"Seeing then that kings are ordained by God and established by the people to procure and provide for the good of those who are committed unto them, and that this good or profit be principally expressed in two things, to wit, in the administration of justice to their subjects and in the managing of armies for the repulsing their enemies, certainly, we must infer and conclude from this that the prince who applied himself to nothing but his peculiar profits and pleasures or to those ends which most readily conduce thereunto, who condemns and pervert all laws, who uses his subjects more cruelly than the barbarous enemy would do, he may truly and really be called a tyrant" -- Junius Brutus, Vindiciae Contra Tyrannos
Kings are God's servants. They are deacons appointed to serve His people. When they leverage their position of service as a means of forcing others to serve them or when they abandon the duties attending their office, they are in defiance of their God and King. They are rebelling and the people of the kingdom are obedient to Christ in defying them.
Proverbs 31:4-9
It is not for kings, O Lemuel, it is not for kings to drink wine, or for rulers to take strong drink, lest they drink and forget what has been decreed and pervert the rights of all the afflicted. Give strong drink to the one who is perishing, and wine to those in bitter distress; let them drink and forget their poverty and remember their misery no more. Open your mouth for the mute, for the rights of all who are destitute. Open your mouth, judge righteously, defend the rights of the poor and needy.

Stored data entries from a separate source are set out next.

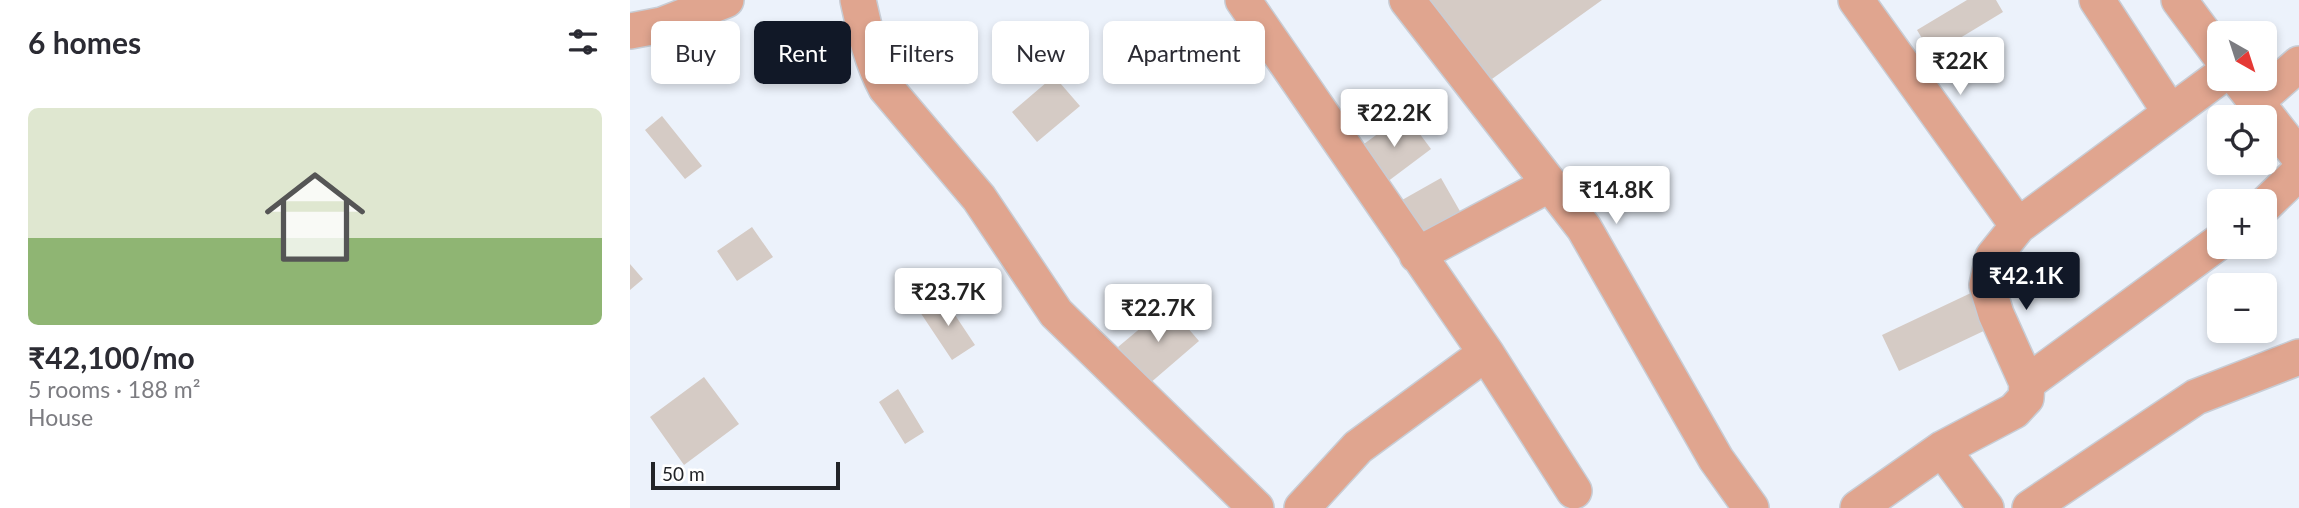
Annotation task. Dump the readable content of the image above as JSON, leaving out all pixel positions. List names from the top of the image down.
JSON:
{
  "scale_bar": "50 m",
  "north": "bottom right",
  "page": {
    "heading": "6 homes",
    "map_buttons": ["+", "−"],
    "chip": [
      "Buy",
      "Rent",
      "Filters",
      "New",
      "Apartment"
    ],
    "price": [
      "₹22K",
      "₹22.2K",
      "₹14.8K",
      "₹42.1K",
      "₹23.7K",
      "₹22.7K"
    ],
    "list": [
      {
        "name": "₹42,100/mo",
        "note": "5 rooms · 188 m² · House"
      }
    ],
    "scale": "50 m"
  }
}
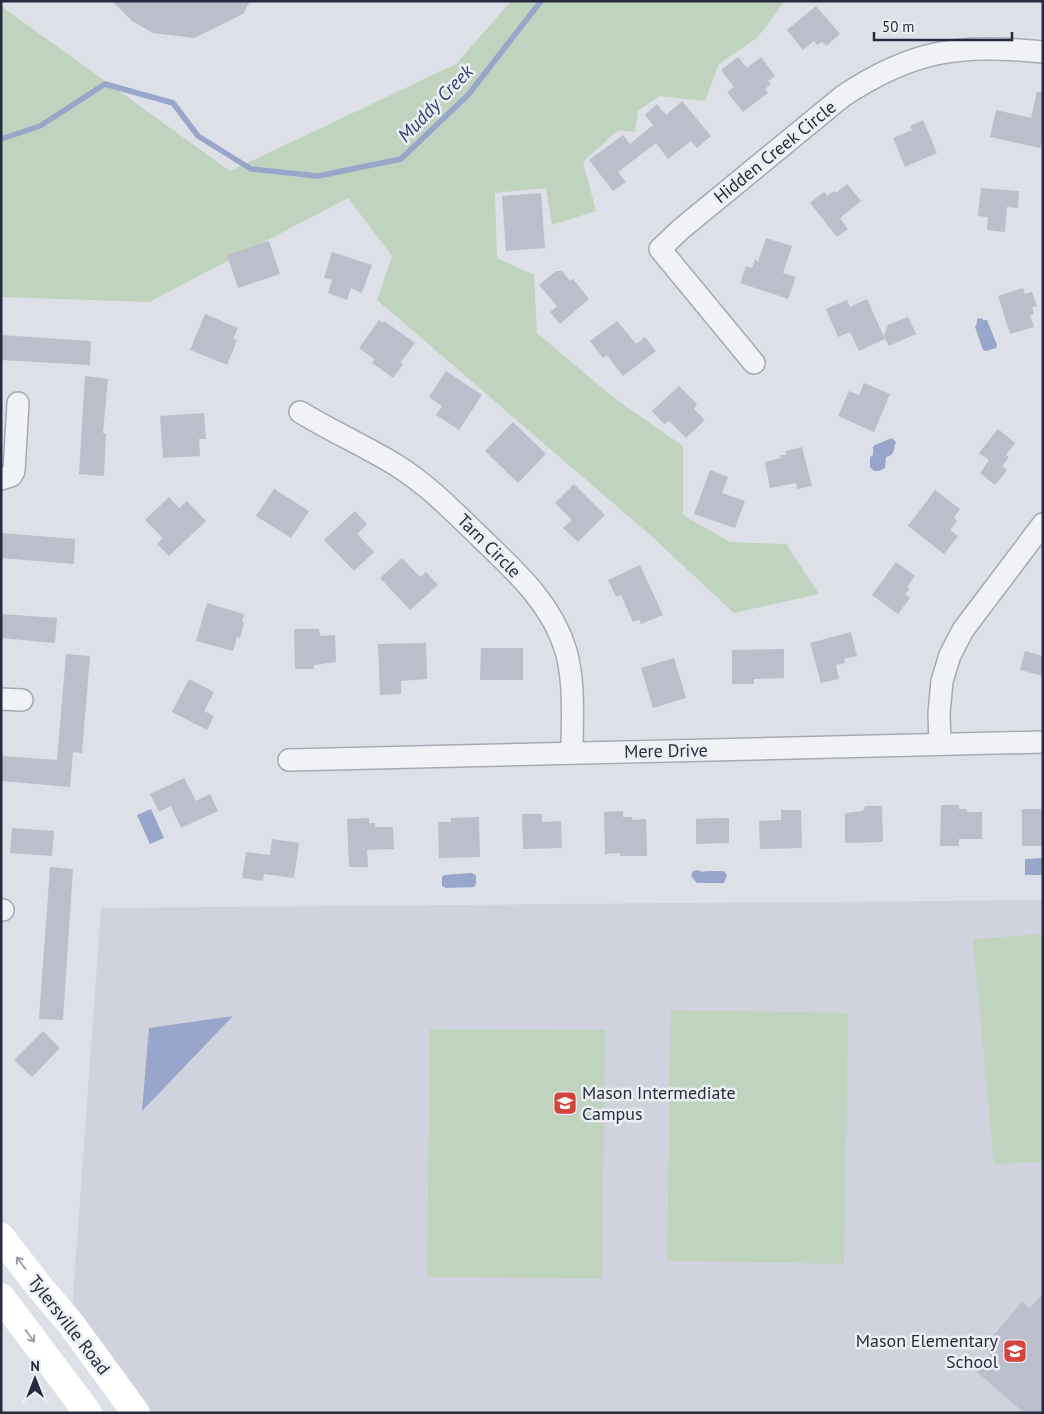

"If laws be superior to the king and that the king be tied in the same respect of obedience to the laws as the servant is to his master, who will be so senseless, who will not rather obey the law than the king or will not readily yield his best assistance against those who seek to violate or infringe them? ...The king is not lord over the laws." -- Junius Brutus, Vindiciae Contra Tyrannos
Kings are subject to God’s decrees and must be upright when it comes to protecting the God-given rights of his subjects. Kings who do not subject themselves to God’s laws will be the objects of His wrath.
"It will be replied that it is unworthy the majesty of kings to have their wills bridled by laws. But I will say that nothing is more royal than to have our unruly desires ruled by good laws." -- Junius Brutus, Vindiciae Contra Tyrannos
Proverbs 20:28
Steadfast love and faithfulness preserve the king,
and by steadfast love his throne is upheld.
Love and faithfulness keep the King! The king who upholds the law has a throne which is upheld by the Lawgiver.